Required action: Could you find every line in the entries below that holds the word "position" and copy it?

(Stored items from a collection)
------------------------------------------------------------------------

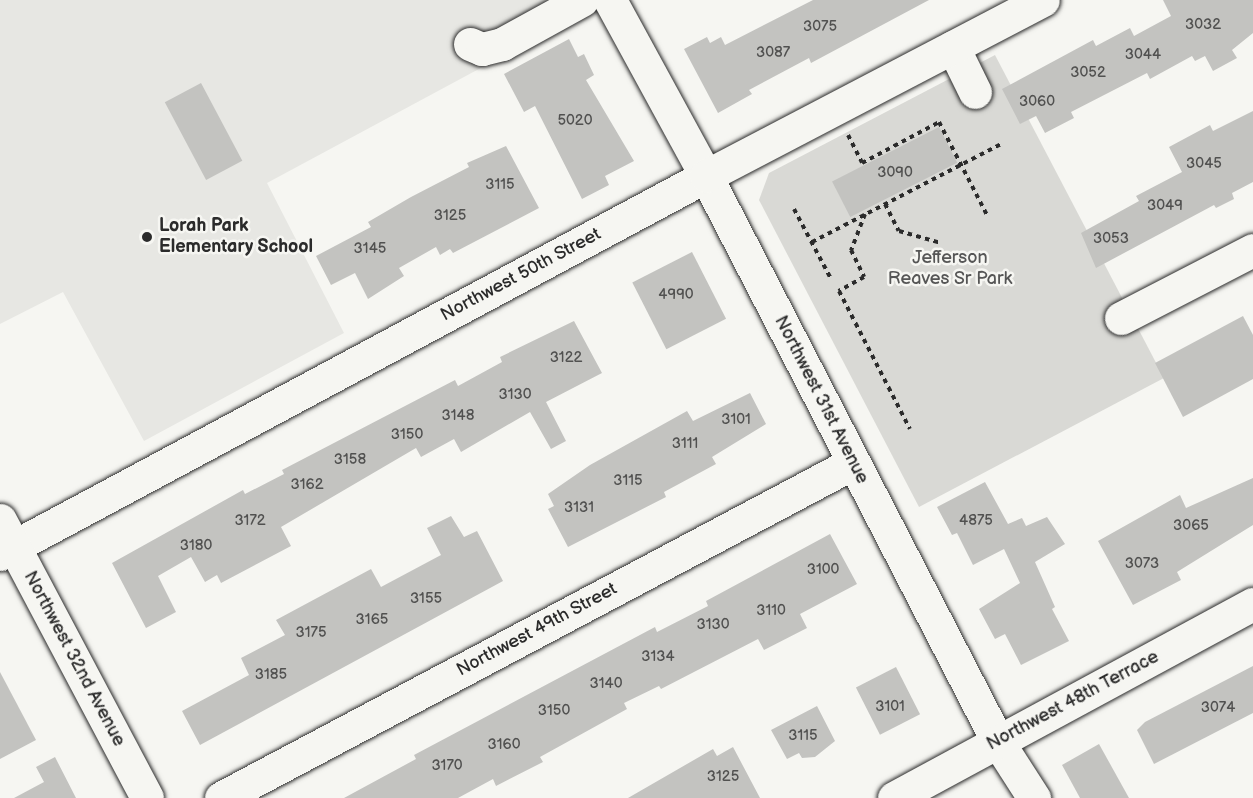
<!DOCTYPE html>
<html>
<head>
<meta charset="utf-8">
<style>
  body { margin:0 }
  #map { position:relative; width:1253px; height:798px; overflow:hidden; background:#f6f6f2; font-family:"Balsamiq Sans",sans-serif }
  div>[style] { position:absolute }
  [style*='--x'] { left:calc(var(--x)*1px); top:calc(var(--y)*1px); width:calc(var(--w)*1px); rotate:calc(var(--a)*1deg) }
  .built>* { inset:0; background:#e7e7e3 }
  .green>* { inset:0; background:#d9d9d5 }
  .building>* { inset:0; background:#c3c3c0; transform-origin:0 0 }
  .path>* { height:4px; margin-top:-2px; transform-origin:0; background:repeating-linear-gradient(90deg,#2b2b2b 0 4.5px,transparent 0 9px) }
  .roads { filter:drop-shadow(0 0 2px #2b2b2b) drop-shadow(0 0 2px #2b2b2b) }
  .minor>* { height:33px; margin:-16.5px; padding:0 16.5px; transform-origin:16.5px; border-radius:16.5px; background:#f6f6f2 }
  .major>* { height:33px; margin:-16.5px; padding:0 16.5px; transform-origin:16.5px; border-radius:16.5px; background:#f6f6f2 }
  .dots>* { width:16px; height:16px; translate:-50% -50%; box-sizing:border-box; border:3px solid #f6f6f2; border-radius:50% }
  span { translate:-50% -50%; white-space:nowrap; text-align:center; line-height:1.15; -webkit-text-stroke:5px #f6f6f2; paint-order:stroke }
  .number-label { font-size:15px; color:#515150 }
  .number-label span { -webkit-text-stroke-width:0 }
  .poi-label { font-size:18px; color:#2b2b2b; font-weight:700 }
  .left { translate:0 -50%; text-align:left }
  .park-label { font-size:18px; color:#565656 }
  .street-label { font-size:18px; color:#2b2b2b }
</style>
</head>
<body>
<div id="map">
  <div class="built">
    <div style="clip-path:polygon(0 0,579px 0,585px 12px,267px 183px,344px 333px,144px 441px,63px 292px,0 324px)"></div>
  </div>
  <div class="green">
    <div style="clip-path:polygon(995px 55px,1164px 378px,919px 507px,759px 200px,769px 173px)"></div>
  </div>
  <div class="building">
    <div style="clip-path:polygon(813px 0,929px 0,811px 63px,809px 58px,749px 90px,752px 94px,718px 113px,684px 49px,707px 37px,710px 43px,721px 37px,725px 45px)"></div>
    <div style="clip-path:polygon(1163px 0,1253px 0,1253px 33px,1232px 50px,1237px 58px,1213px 71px,1205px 56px,1195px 61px,1192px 56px,1150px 79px,1147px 73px,1071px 112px,1074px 118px,1045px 133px,1036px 116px,1020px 124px,1002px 89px,1093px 40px,1096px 46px,1130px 28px,1134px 36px,1171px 16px)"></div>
    <div style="clip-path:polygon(569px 39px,578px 57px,584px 54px,594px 75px,586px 80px,634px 161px,605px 176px,609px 185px,582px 199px,535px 106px,524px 112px,504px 74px)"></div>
    <div style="left:201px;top:83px;width:88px;height:41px;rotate:62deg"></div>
    <div style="clip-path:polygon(1253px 111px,1253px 182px,1232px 193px,1234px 199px,1216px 208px,1214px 205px,1096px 268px,1081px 233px,1139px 201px,1136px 196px,1182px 172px,1169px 147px,1210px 125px,1213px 131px)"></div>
    <div style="left:939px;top:127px;width:40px;height:120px;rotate:63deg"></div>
    <div style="clip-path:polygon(506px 146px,539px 208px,453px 253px,450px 249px,440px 255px,436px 247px,399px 268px,404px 276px,368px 299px,355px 273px,331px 285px,316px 256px,371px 227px,368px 222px,411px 197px,469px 167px,467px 163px)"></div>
    <div style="left:692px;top:252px;width:75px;height:67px;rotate:63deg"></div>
    <div style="clip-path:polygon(1243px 316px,1253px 335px,1253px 379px,1183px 417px,1155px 363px)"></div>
    <div style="clip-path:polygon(574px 321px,602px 373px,546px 402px,566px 441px,551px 449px,530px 412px,461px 452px,454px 439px,421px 457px,416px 448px,281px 527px,291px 546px,221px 583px,217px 575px,205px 582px,191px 557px,158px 576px,176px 612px,146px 628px,112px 563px,243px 490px,245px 494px,284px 474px,282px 470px,455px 380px,458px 386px,502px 362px,500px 357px)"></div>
    <div style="clip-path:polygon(750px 393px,766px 424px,712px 457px,716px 464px,664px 492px,666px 497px,568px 547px,548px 509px,554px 506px,548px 494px,590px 465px,687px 411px,693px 421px)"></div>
    <div style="clip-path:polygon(1253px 478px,1253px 525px,1177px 572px,1181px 580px,1133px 605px,1098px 541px,1180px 495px,1186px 508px)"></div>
    <div style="clip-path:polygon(985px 482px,1008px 524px,1022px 518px,1026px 526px,1047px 517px,1065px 544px,1035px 562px,1055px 607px,1052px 609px,1069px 641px,1021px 665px,1005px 634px,995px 639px,979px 609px,1020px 583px,1004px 549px,973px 565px,957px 533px,952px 535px,937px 507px)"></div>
    <div style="clip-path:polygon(451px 516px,464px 537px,477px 531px,503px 581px,200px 745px,182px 711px,249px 675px,241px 658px,285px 635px,276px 620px,371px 569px,381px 587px,441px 555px,427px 528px)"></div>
    <div style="clip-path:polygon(830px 534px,857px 584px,800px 614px,807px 628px,764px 650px,758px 639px,661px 689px,659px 686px,624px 703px,627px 709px,540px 757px,543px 762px,496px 786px,493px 779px,458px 798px,344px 798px,416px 759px,414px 755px,655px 627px,657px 632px,708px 606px,706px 601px)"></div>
    <div style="clip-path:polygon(1253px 666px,1253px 713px,1154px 764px,1137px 730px,1145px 722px)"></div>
    <div style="left:896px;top:667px;width:53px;height:45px;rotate:63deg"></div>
    <div style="clip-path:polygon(0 672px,36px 740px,0 759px)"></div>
    <div style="clip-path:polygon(817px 706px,835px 741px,815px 757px,802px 758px,799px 753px,787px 759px,771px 730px)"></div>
    <div style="clip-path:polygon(1099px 744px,1129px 798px,1080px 798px,1062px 765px)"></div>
    <div style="clip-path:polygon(733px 747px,760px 798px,628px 798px,713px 749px,717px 756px)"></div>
    <div style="clip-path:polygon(55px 757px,76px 798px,14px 798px,44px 782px,36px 767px)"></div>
  </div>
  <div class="path">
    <div style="--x:848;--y:135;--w:31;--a:63"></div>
    <div style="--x:862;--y:163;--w:87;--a:-28"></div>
    <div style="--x:939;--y:122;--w:107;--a:62.7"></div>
    <div style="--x:885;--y:204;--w:30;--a:63"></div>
    <div style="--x:899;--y:231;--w:44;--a:15.9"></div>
    <div style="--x:794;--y:209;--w:77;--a:62.1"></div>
    <div style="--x:865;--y:214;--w:39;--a:111"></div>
    <div style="--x:851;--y:250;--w:30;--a:64"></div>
    <div style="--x:864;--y:277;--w:29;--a:151"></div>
    <div style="--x:839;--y:291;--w:155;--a:62.8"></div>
    <div style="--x:812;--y:242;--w:213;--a:-27.4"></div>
  </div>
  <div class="roads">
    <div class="minor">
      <div style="--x:610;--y:0;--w:200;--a:61.4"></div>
      <div style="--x:706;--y:176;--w:637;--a:62.71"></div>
      <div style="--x:998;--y:742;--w:67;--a:57.3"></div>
      <div style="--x:470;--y:44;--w:13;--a:23"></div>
      <div style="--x:482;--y:49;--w:21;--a:-14"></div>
      <div style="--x:502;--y:44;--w:91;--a:-28.8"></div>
      <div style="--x:953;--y:47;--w:50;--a:63.9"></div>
      <div style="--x:1121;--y:318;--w:148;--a:-27.3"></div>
      <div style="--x:0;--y:554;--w:801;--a:-28.17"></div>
      <div style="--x:706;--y:176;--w:380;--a:-27.6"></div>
      <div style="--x:221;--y:798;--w:715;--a:-27.93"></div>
      <div style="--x:894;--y:798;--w:408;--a:-28.4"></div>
    </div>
    <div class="major">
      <div style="--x:0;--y:520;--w:314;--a:62.1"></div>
    </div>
  </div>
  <div class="dots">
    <div style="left:147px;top:237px;background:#2b2b2b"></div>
  </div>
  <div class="number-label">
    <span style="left:1203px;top:25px">3032</span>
    <span style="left:820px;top:27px">3075</span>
    <span style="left:773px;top:53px">3087</span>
    <span style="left:1143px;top:55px">3044</span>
    <span style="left:1088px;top:73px">3052</span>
    <span style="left:1037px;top:102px">3060</span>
    <span style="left:575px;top:121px">5020</span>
    <span style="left:1204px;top:164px">3045</span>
    <span style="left:895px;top:173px">3090</span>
    <span style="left:500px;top:185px">3115</span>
    <span style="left:1165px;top:206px">3049</span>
    <span style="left:450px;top:216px">3125</span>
    <span style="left:1111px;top:239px">3053</span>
    <span style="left:370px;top:249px">3145</span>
    <span style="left:676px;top:295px">4990</span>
    <span style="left:566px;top:358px">3122</span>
    <span style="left:515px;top:395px">3130</span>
    <span style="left:458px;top:416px">3148</span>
    <span style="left:736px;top:420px">3101</span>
    <span style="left:407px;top:435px">3150</span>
    <span style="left:685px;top:444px">3111</span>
    <span style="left:350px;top:460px">3158</span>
    <span style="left:628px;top:481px">3115</span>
    <span style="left:307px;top:485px">3162</span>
    <span style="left:579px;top:508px">3131</span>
    <span style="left:250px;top:521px">3172</span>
    <span style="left:976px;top:521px">4875</span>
    <span style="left:1191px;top:526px">3065</span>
    <span style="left:196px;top:546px">3180</span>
    <span style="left:1142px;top:564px">3073</span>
    <span style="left:823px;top:570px">3100</span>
    <span style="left:426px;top:599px">3155</span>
    <span style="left:771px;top:611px">3110</span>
    <span style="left:372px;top:620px">3165</span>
    <span style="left:713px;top:625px">3130</span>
    <span style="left:311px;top:633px">3175</span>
    <span style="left:658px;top:657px">3134</span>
    <span style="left:271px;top:675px">3185</span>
    <span style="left:606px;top:684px">3140</span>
    <span style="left:890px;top:707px">3101</span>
    <span style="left:1218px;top:708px">3074</span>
    <span style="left:554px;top:711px">3150</span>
    <span style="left:803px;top:736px">3115</span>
    <span style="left:504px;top:745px">3160</span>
    <span style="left:447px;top:766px">3170</span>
    <span style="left:723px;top:777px">3125</span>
  </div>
  <div class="poi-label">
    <span class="left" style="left:159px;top:237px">Lorah Park<br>Elementary School</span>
  </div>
  <div class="park-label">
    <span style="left:950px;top:269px">Jefferson<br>Reaves Sr Park</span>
  </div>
  <div class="street-label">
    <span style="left:521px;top:275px;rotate:-28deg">Northwest 50th Street</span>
    <span style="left:821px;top:400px;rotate:63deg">Northwest 31st Avenue</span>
    <span style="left:537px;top:630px;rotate:-28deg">Northwest 49th Street</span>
    <span style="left:74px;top:659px;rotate:62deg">Northwest 32nd Avenue</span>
    <span style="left:1073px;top:701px;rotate:-28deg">Northwest 48th Terrace</span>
  </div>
</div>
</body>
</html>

------------------------------------------------------------------------

Exercise response:
  #map { position:relative; width:1253px; height:798px; overflow:hidden; background:#f6f6f2; font-family:"Balsamiq Sans",sans-serif }
  div>[style] { position:absolute }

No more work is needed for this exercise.